Tuesday, December 24

A crowning achievement

Google+ Pinterest LinkedIn Tumblr +

The Vancouver Sun

BY ALEX STRACHAN, POSTMEDIA NEWS
Robert McLachlan well remembers the night he first saw Game of Thrones and thought to himself, “This is not the CW network.”

McLachlan was the director of photography for The Secret Circle at the time, a supernatural teen drama filmed in Vancouver and based on the books by The Vampire Diaries author L.J. Stine. He happened across Game of Thrones almost by accident.

“I thought, ‘Wow, here’s full frontal nudity, heads being chopped off and what have you.’ ” McLachlan was struck, too, by Game of Thrones’ gravitas – one of the few fantasy-genre series comparable to the likes of Mad Men and Breaking Bad – and its visual flair and vivid characterizations.

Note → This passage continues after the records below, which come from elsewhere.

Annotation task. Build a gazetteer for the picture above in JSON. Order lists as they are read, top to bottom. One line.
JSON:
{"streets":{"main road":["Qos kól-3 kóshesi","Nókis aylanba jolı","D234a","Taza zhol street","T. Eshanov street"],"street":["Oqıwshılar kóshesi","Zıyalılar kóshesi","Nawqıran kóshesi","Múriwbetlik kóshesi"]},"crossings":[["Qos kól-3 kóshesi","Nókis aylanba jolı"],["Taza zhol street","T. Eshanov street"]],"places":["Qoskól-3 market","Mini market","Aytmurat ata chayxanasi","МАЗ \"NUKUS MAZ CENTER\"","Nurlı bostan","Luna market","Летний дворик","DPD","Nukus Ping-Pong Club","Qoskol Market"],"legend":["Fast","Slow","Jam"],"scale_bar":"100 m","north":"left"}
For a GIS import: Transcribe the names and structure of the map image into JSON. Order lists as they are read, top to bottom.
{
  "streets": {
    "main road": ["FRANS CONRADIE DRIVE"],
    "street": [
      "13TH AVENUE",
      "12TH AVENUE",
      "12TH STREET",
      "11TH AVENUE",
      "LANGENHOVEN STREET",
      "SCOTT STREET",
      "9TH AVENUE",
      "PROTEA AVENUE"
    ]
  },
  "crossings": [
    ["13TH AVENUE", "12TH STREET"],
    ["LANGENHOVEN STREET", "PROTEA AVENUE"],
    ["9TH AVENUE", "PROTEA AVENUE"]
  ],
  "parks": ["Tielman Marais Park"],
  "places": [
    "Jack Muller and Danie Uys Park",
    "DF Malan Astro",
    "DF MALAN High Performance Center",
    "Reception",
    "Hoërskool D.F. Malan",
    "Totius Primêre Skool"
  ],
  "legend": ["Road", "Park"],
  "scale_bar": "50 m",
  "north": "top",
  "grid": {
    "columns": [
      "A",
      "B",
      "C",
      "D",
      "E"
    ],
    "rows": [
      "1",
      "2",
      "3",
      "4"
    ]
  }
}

McLachlan had no way of knowing it then, but a year later he would be jumping on a plane to Belfast, Northern Ire-land, and then Morocco – to supervise the cinematography for Game of Thrones’ final two episodes of the coming season, for director David Nutter.

Game of Thrones is fresh off 11 Emmy nominations – the awards will be handed out Sept. 23 – and, though the new season won’t air on HBO until April 2013, the eye-filling epic is one of TV’s most talked-about cause célèbres.

McLachlan filmed a scene in Northern Ireland earlier this summer, a single day’s shooting under a veil of secrecy.

Game of Thrones is filmed under a veil of constant secrecy, so as not to spoil any surprises and to keep the fanboys at bay. McLachlan was floored by the sheer size and scale of its production values, from the massive, eye-filling standing sets to the exquisite detail and elegance of the costumes, props and set design.

In McLachlan’s 40-year career in Vancouver’s film and television industry, he had never seen anything like it. Along with HBO’s still-lamented Rome and soon-to-return Boardwalk Empire, Game of Thrones is the premium cable channel’s most lavish, expensive production.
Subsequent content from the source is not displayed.